- WORK ITEM: Output the entries below word for word, stopping once the line containing "--surface:#fff; --page:#f2f2f3; --text:#2b2b33;" is done, and omit each picture.

- DATA FOR REVIEW:
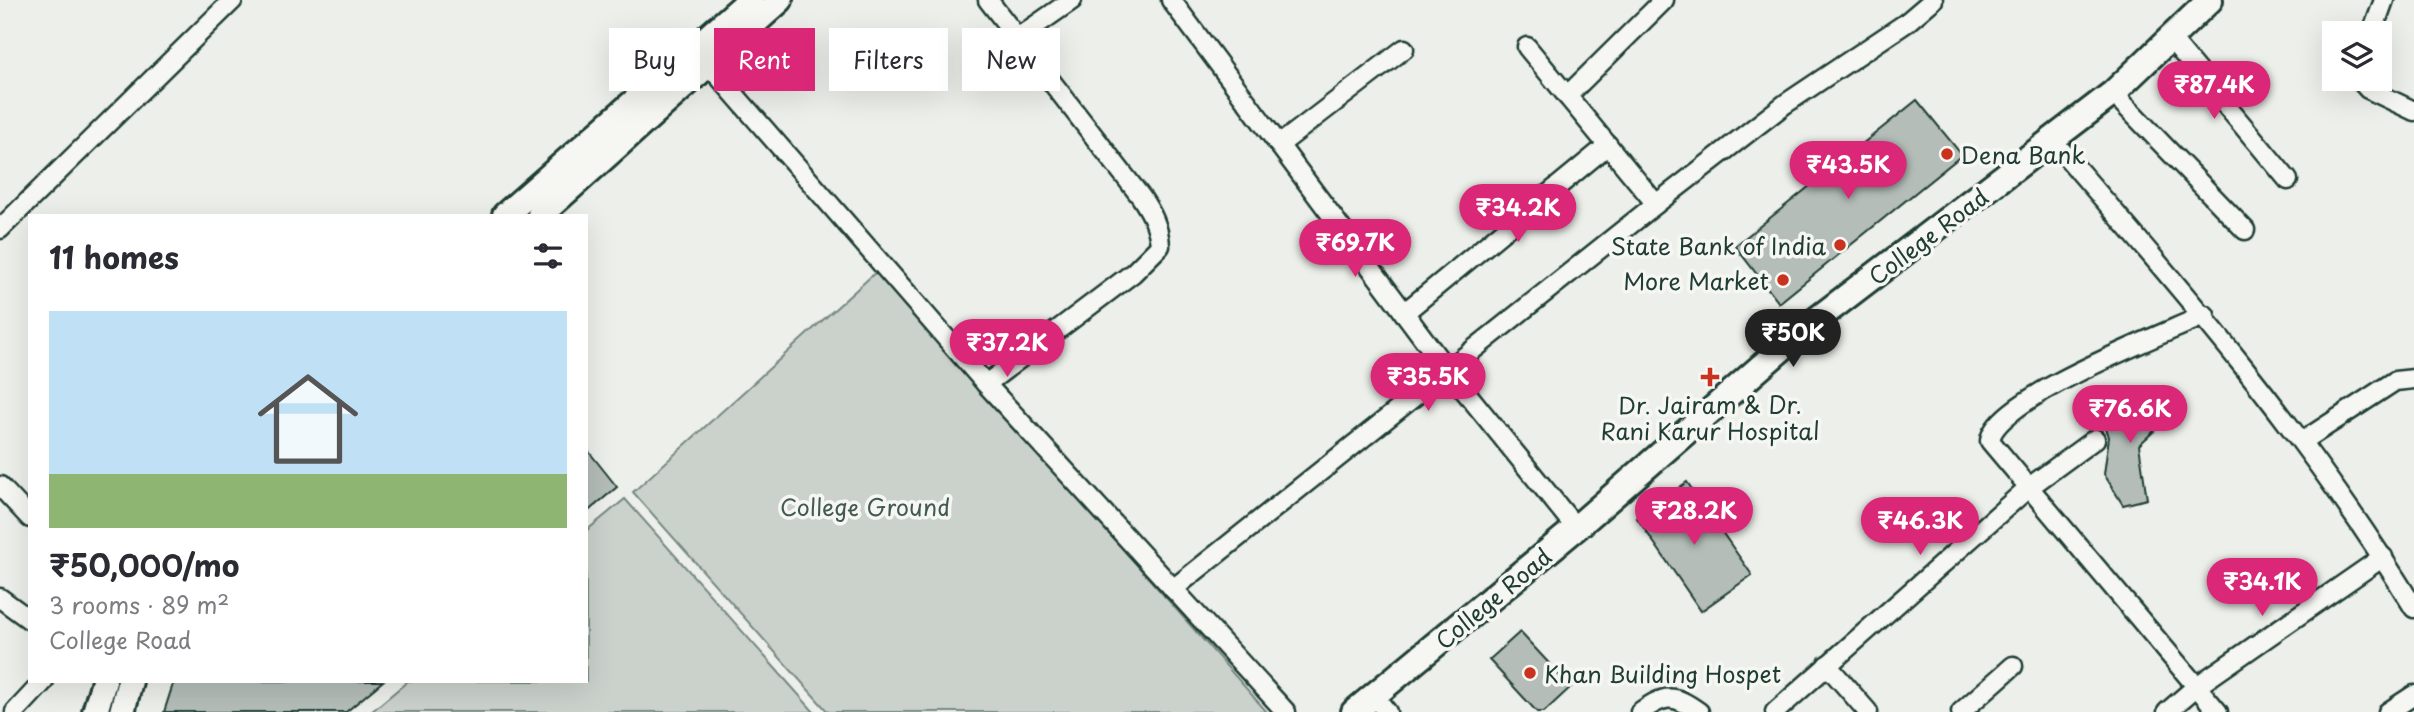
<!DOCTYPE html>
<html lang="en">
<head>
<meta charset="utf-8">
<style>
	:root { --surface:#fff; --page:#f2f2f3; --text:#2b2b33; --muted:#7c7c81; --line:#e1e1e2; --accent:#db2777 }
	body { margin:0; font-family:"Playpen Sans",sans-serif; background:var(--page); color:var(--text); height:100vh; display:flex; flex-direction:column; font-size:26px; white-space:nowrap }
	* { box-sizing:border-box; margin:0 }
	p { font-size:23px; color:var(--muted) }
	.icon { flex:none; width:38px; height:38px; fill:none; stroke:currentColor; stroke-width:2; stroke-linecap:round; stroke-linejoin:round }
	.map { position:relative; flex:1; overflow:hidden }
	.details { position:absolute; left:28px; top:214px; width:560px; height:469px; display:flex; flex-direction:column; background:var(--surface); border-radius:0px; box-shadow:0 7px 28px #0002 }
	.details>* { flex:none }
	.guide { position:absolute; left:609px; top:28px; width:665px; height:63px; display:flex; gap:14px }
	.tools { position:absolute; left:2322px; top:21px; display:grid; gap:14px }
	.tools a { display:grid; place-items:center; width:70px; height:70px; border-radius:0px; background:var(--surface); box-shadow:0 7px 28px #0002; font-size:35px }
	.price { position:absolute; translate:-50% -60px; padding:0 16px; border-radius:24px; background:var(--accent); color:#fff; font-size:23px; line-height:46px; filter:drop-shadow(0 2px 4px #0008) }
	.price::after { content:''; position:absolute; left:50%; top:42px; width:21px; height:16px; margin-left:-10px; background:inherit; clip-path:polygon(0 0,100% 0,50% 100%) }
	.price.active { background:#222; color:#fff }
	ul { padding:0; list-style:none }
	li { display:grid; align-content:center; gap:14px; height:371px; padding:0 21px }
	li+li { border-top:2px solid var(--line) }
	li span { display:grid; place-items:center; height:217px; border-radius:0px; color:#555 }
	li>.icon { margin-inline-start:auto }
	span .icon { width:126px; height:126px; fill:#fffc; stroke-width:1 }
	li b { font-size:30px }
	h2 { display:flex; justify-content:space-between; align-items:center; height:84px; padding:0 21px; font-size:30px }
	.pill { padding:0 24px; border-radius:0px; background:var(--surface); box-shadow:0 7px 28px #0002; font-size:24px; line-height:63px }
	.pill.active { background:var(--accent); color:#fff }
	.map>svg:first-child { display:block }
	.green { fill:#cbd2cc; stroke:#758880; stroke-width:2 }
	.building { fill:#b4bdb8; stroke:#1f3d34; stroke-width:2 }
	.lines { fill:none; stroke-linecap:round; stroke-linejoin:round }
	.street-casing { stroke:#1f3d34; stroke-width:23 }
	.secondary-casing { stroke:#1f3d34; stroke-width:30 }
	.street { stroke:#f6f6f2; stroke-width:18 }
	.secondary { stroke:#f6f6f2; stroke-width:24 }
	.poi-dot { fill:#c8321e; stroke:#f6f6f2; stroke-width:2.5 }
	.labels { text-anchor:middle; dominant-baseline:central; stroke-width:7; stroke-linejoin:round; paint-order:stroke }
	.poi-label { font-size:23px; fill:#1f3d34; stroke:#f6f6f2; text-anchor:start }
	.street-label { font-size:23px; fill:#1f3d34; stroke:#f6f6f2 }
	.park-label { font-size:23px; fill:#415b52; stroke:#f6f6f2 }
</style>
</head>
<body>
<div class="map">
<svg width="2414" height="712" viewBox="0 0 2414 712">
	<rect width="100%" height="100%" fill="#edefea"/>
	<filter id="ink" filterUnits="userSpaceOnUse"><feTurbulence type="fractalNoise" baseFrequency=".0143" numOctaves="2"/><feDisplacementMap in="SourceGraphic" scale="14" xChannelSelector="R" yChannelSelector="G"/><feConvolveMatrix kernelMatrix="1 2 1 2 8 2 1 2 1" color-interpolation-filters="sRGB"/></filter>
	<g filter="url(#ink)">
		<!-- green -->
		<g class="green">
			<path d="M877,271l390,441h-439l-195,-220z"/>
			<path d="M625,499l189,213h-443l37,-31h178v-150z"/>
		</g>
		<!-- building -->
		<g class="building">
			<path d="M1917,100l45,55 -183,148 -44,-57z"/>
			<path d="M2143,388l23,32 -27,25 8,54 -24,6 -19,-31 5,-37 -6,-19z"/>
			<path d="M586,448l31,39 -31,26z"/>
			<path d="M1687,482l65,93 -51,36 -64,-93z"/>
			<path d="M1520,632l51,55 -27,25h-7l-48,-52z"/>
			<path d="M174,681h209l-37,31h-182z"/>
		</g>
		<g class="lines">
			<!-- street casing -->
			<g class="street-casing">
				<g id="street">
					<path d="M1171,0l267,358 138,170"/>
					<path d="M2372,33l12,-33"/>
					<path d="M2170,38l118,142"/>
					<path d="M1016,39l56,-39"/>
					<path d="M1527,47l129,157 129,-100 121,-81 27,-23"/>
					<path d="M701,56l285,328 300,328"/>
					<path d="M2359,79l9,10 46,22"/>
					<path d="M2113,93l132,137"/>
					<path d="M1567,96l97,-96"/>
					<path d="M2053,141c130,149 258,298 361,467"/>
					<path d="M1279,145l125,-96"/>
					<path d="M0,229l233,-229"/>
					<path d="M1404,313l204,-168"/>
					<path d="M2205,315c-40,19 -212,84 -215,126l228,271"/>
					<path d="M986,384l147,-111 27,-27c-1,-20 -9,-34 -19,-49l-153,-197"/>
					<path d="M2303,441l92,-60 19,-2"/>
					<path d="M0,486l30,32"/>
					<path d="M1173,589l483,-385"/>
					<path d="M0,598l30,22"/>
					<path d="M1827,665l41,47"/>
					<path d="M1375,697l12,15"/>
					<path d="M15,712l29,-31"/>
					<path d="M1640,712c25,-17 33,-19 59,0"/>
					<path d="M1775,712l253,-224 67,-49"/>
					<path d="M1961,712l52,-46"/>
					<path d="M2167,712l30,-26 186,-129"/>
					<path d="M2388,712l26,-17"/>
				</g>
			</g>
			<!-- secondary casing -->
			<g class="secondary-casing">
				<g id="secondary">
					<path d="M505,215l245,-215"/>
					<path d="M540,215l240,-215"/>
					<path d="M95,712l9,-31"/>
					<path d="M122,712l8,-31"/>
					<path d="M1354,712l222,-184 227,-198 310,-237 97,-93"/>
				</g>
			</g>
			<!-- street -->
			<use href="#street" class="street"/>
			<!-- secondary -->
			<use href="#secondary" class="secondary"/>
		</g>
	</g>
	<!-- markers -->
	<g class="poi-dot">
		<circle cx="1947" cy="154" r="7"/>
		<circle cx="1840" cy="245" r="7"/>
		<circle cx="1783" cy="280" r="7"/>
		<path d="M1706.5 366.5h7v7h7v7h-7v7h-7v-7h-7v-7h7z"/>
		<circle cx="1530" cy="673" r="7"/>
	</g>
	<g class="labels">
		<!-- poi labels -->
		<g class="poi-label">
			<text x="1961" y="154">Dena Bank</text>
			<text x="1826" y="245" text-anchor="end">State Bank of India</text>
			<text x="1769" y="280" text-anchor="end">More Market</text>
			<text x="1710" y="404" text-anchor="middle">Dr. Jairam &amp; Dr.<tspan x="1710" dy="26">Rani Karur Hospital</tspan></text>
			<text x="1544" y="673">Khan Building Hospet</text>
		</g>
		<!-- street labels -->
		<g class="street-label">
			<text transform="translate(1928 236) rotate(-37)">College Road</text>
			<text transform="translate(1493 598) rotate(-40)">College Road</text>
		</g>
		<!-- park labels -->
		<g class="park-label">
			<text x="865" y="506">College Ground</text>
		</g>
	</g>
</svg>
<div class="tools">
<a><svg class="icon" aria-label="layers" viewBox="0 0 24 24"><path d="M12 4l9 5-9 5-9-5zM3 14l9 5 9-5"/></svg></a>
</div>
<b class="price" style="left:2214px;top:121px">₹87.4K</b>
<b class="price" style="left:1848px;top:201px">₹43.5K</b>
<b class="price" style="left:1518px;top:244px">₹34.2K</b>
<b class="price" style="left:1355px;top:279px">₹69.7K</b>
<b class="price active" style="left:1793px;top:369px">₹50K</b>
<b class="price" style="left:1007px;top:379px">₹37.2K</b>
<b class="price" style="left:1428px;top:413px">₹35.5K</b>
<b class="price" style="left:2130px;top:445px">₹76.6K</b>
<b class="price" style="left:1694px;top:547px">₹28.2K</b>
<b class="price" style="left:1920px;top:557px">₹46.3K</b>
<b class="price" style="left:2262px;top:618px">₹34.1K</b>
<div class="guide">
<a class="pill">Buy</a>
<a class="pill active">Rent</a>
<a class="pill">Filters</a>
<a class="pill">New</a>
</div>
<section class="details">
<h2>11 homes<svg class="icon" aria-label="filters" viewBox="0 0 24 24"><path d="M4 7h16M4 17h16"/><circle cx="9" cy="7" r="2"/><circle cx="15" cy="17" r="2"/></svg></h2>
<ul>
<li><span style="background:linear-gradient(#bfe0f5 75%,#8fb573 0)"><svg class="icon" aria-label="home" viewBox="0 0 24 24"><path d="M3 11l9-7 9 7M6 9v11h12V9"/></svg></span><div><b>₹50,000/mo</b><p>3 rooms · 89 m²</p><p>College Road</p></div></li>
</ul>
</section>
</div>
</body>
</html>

- EXERCISE RESPONSE:
<!DOCTYPE html>
<html lang="en">
<head>
<meta charset="utf-8">
<style>
	:root { --surface:#fff; --page:#f2f2f3; --text:#2b2b33; --muted:#7c7c81; --line:#e1e1e2; --accent:#db2777 }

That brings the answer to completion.